__Try it__
Return each entry below without any alteration.

__Input for this task__
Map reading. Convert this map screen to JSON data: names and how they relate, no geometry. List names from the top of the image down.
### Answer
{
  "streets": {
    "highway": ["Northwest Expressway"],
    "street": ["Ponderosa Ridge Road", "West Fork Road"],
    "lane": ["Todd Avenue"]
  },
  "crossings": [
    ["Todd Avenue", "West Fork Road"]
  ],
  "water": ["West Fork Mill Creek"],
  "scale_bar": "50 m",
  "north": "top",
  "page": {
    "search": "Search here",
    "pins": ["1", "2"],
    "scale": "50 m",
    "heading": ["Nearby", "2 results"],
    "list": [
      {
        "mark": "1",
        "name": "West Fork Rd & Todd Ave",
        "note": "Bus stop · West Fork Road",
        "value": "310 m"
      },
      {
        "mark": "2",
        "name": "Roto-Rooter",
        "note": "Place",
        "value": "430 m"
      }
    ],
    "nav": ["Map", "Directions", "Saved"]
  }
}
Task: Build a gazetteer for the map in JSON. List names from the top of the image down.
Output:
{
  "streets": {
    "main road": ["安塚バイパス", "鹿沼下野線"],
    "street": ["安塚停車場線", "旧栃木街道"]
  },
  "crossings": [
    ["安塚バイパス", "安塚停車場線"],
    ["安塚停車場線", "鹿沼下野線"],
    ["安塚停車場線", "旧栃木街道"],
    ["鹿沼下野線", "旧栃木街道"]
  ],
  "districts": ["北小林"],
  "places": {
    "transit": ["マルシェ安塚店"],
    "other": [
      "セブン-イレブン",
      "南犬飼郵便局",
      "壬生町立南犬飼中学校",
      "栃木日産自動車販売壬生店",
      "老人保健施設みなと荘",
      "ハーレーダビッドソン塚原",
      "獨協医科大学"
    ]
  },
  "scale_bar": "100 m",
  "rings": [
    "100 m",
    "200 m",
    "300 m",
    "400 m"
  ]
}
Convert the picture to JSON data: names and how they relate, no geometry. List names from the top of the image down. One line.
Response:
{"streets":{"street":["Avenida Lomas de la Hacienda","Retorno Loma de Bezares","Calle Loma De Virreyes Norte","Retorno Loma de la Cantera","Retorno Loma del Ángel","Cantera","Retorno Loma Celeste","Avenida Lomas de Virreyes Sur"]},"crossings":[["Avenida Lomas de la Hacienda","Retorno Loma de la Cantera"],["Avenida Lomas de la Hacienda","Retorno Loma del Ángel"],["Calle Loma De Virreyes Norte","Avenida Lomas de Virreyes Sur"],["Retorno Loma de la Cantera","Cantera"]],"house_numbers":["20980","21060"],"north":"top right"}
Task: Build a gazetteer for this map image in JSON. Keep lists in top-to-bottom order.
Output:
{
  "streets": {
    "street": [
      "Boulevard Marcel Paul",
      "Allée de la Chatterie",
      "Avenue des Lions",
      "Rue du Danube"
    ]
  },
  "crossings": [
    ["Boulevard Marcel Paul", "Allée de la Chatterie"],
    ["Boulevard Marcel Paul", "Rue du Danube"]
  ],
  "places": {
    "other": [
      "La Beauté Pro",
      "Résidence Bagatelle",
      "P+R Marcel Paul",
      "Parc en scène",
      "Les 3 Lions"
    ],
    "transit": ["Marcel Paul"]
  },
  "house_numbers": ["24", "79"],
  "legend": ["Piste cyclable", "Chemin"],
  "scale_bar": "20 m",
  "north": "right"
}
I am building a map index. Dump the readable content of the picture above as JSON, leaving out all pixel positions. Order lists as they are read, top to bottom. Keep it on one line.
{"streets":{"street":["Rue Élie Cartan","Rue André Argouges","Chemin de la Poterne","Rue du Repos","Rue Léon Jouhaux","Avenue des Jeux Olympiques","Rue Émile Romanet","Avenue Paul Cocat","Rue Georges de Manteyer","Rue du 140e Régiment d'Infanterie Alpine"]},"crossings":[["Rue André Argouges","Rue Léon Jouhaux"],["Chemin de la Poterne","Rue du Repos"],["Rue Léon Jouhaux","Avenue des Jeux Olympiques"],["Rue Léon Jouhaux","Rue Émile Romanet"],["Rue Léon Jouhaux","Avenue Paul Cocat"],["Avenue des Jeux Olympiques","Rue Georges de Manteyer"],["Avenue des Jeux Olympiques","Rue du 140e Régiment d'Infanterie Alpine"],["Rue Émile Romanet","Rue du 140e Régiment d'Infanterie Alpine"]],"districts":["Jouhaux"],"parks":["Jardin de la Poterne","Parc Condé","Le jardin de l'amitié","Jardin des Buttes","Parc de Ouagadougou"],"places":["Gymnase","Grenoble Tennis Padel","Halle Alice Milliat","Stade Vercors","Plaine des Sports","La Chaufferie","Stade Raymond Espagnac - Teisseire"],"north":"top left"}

__Exercise output__
Map reading. Convert this map screen to JSON data: names and how they relate, no geometry. List names from the top of the image down.
### Answer
{
  "streets": {
    "highway": ["Northwest Expressway"],
    "street": ["Ponderosa Ridge Road", "West Fork Road"],
    "lane": ["Todd Avenue"]
  },
  "crossings": [
    ["Todd Avenue", "West Fork Road"]
  ],
  "water": ["West Fork Mill Creek"],
  "scale_bar": "50 m",
  "north": "top",
  "page": {
    "search": "Search here",
    "pins": ["1", "2"],
    "scale": "50 m",
    "heading": ["Nearby", "2 results"],
    "list": [
      {
        "mark": "1",
        "name": "West Fork Rd & Todd Ave",
        "note": "Bus stop · West Fork Road",
        "value": "310 m"
      },
      {
        "mark": "2",
        "name": "Roto-Rooter",
        "note": "Place",
        "value": "430 m"
      }
    ],
    "nav": ["Map", "Directions", "Saved"]
  }
}
Task: Build a gazetteer for the map in JSON. List names from the top of the image down.
Output:
{
  "streets": {
    "main road": ["安塚バイパス", "鹿沼下野線"],
    "street": ["安塚停車場線", "旧栃木街道"]
  },
  "crossings": [
    ["安塚バイパス", "安塚停車場線"],
    ["安塚停車場線", "鹿沼下野線"],
    ["安塚停車場線", "旧栃木街道"],
    ["鹿沼下野線", "旧栃木街道"]
  ],
  "districts": ["北小林"],
  "places": {
    "transit": ["マルシェ安塚店"],
    "other": [
      "セブン-イレブン",
      "南犬飼郵便局",
      "壬生町立南犬飼中学校",
      "栃木日産自動車販売壬生店",
      "老人保健施設みなと荘",
      "ハーレーダビッドソン塚原",
      "獨協医科大学"
    ]
  },
  "scale_bar": "100 m",
  "rings": [
    "100 m",
    "200 m",
    "300 m",
    "400 m"
  ]
}
Convert the picture to JSON data: names and how they relate, no geometry. List names from the top of the image down. One line.
Response:
{"streets":{"street":["Avenida Lomas de la Hacienda","Retorno Loma de Bezares","Calle Loma De Virreyes Norte","Retorno Loma de la Cantera","Retorno Loma del Ángel","Cantera","Retorno Loma Celeste","Avenida Lomas de Virreyes Sur"]},"crossings":[["Avenida Lomas de la Hacienda","Retorno Loma de la Cantera"],["Avenida Lomas de la Hacienda","Retorno Loma del Ángel"],["Calle Loma De Virreyes Norte","Avenida Lomas de Virreyes Sur"],["Retorno Loma de la Cantera","Cantera"]],"house_numbers":["20980","21060"],"north":"top right"}
Task: Build a gazetteer for this map image in JSON. Keep lists in top-to-bottom order.
Output:
{
  "streets": {
    "street": [
      "Boulevard Marcel Paul",
      "Allée de la Chatterie",
      "Avenue des Lions",
      "Rue du Danube"
    ]
  },
  "crossings": [
    ["Boulevard Marcel Paul", "Allée de la Chatterie"],
    ["Boulevard Marcel Paul", "Rue du Danube"]
  ],
  "places": {
    "other": [
      "La Beauté Pro",
      "Résidence Bagatelle",
      "P+R Marcel Paul",
      "Parc en scène",
      "Les 3 Lions"
    ],
    "transit": ["Marcel Paul"]
  },
  "house_numbers": ["24", "79"],
  "legend": ["Piste cyclable", "Chemin"],
  "scale_bar": "20 m",
  "north": "right"
}
I am building a map index. Dump the readable content of the picture above as JSON, leaving out all pixel positions. Order lists as they are read, top to bottom. Keep it on one line.
{"streets":{"street":["Rue Élie Cartan","Rue André Argouges","Chemin de la Poterne","Rue du Repos","Rue Léon Jouhaux","Avenue des Jeux Olympiques","Rue Émile Romanet","Avenue Paul Cocat","Rue Georges de Manteyer","Rue du 140e Régiment d'Infanterie Alpine"]},"crossings":[["Rue André Argouges","Rue Léon Jouhaux"],["Chemin de la Poterne","Rue du Repos"],["Rue Léon Jouhaux","Avenue des Jeux Olympiques"],["Rue Léon Jouhaux","Rue Émile Romanet"],["Rue Léon Jouhaux","Avenue Paul Cocat"],["Avenue des Jeux Olympiques","Rue Georges de Manteyer"],["Avenue des Jeux Olympiques","Rue du 140e Régiment d'Infanterie Alpine"],["Rue Émile Romanet","Rue du 140e Régiment d'Infanterie Alpine"]],"districts":["Jouhaux"],"parks":["Jardin de la Poterne","Parc Condé","Le jardin de l'amitié","Jardin des Buttes","Parc de Ouagadougou"],"places":["Gymnase","Grenoble Tennis Padel","Halle Alice Milliat","Stade Vercors","Plaine des Sports","La Chaufferie","Stade Raymond Espagnac - Teisseire"],"north":"top left"}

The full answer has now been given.